● **Instructions for the task**
Could the data underneath be repeated exactly, in full?

● **Extracted information**
▬▬▬

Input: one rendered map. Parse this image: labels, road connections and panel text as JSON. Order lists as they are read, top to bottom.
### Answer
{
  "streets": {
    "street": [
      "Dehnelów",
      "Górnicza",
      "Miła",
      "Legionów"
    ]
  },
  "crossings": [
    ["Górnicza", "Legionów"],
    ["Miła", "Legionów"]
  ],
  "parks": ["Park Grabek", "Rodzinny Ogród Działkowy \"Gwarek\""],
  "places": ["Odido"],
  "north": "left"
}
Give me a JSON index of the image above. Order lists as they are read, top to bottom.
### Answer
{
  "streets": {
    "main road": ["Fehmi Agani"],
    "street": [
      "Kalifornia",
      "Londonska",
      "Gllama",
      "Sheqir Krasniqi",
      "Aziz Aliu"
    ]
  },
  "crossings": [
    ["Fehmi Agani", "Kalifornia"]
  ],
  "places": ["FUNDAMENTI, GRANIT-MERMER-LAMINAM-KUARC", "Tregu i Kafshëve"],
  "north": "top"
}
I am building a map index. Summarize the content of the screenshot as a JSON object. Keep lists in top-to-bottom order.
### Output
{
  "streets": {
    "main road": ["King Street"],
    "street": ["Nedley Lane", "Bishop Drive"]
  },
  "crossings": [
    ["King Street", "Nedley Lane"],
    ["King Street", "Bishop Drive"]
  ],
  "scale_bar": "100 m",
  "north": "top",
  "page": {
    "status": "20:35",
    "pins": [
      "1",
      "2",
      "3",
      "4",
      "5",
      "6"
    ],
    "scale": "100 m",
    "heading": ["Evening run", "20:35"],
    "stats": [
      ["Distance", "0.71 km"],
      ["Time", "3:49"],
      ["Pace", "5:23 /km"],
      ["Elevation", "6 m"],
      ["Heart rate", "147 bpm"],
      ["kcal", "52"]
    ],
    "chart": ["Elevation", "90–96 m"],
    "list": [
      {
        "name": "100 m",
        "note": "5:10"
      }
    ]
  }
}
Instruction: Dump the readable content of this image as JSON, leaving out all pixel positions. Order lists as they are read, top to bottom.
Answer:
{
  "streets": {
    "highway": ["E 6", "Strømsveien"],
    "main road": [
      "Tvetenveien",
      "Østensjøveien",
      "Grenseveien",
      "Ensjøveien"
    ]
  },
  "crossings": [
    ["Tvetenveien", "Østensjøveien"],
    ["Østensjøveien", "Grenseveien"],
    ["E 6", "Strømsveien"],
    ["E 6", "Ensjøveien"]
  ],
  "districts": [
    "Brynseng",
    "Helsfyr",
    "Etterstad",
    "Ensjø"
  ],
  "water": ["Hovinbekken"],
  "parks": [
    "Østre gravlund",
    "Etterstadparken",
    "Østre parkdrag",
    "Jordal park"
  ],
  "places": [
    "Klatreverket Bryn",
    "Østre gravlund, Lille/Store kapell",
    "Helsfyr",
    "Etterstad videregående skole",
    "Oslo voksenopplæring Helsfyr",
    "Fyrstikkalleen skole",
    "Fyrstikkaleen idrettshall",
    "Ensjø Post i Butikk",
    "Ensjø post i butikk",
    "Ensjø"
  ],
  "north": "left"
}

▬▬▬

● **Answer space**
Input: one rendered map. Parse this image: labels, road connections and panel text as JSON. Order lists as they are read, top to bottom.
### Answer
{
  "streets": {
    "street": [
      "Dehnelów",
      "Górnicza",
      "Miła",
      "Legionów"
    ]
  },
  "crossings": [
    ["Górnicza", "Legionów"],
    ["Miła", "Legionów"]
  ],
  "parks": ["Park Grabek", "Rodzinny Ogród Działkowy \"Gwarek\""],
  "places": ["Odido"],
  "north": "left"
}
Give me a JSON index of the image above. Order lists as they are read, top to bottom.
### Answer
{
  "streets": {
    "main road": ["Fehmi Agani"],
    "street": [
      "Kalifornia",
      "Londonska",
      "Gllama",
      "Sheqir Krasniqi",
      "Aziz Aliu"
    ]
  },
  "crossings": [
    ["Fehmi Agani", "Kalifornia"]
  ],
  "places": ["FUNDAMENTI, GRANIT-MERMER-LAMINAM-KUARC", "Tregu i Kafshëve"],
  "north": "top"
}
I am building a map index. Summarize the content of the screenshot as a JSON object. Keep lists in top-to-bottom order.
### Output
{
  "streets": {
    "main road": ["King Street"],
    "street": ["Nedley Lane", "Bishop Drive"]
  },
  "crossings": [
    ["King Street", "Nedley Lane"],
    ["King Street", "Bishop Drive"]
  ],
  "scale_bar": "100 m",
  "north": "top",
  "page": {
    "status": "20:35",
    "pins": [
      "1",
      "2",
      "3",
      "4",
      "5",
      "6"
    ],
    "scale": "100 m",
    "heading": ["Evening run", "20:35"],
    "stats": [
      ["Distance", "0.71 km"],
      ["Time", "3:49"],
      ["Pace", "5:23 /km"],
      ["Elevation", "6 m"],
      ["Heart rate", "147 bpm"],
      ["kcal", "52"]
    ],
    "chart": ["Elevation", "90–96 m"],
    "list": [
      {
        "name": "100 m",
        "note": "5:10"
      }
    ]
  }
}
Instruction: Dump the readable content of this image as JSON, leaving out all pixel positions. Order lists as they are read, top to bottom.
Answer:
{
  "streets": {
    "highway": ["E 6", "Strømsveien"],
    "main road": [
      "Tvetenveien",
      "Østensjøveien",
      "Grenseveien",
      "Ensjøveien"
    ]
  },
  "crossings": [
    ["Tvetenveien", "Østensjøveien"],
    ["Østensjøveien", "Grenseveien"],
    ["E 6", "Strømsveien"],
    ["E 6", "Ensjøveien"]
  ],
  "districts": [
    "Brynseng",
    "Helsfyr",
    "Etterstad",
    "Ensjø"
  ],
  "water": ["Hovinbekken"],
  "parks": [
    "Østre gravlund",
    "Etterstadparken",
    "Østre parkdrag",
    "Jordal park"
  ],
  "places": [
    "Klatreverket Bryn",
    "Østre gravlund, Lille/Store kapell",
    "Helsfyr",
    "Etterstad videregående skole",
    "Oslo voksenopplæring Helsfyr",
    "Fyrstikkalleen skole",
    "Fyrstikkaleen idrettshall",
    "Ensjø Post i Butikk",
    "Ensjø post i butikk",
    "Ensjø"
  ],
  "north": "left"
}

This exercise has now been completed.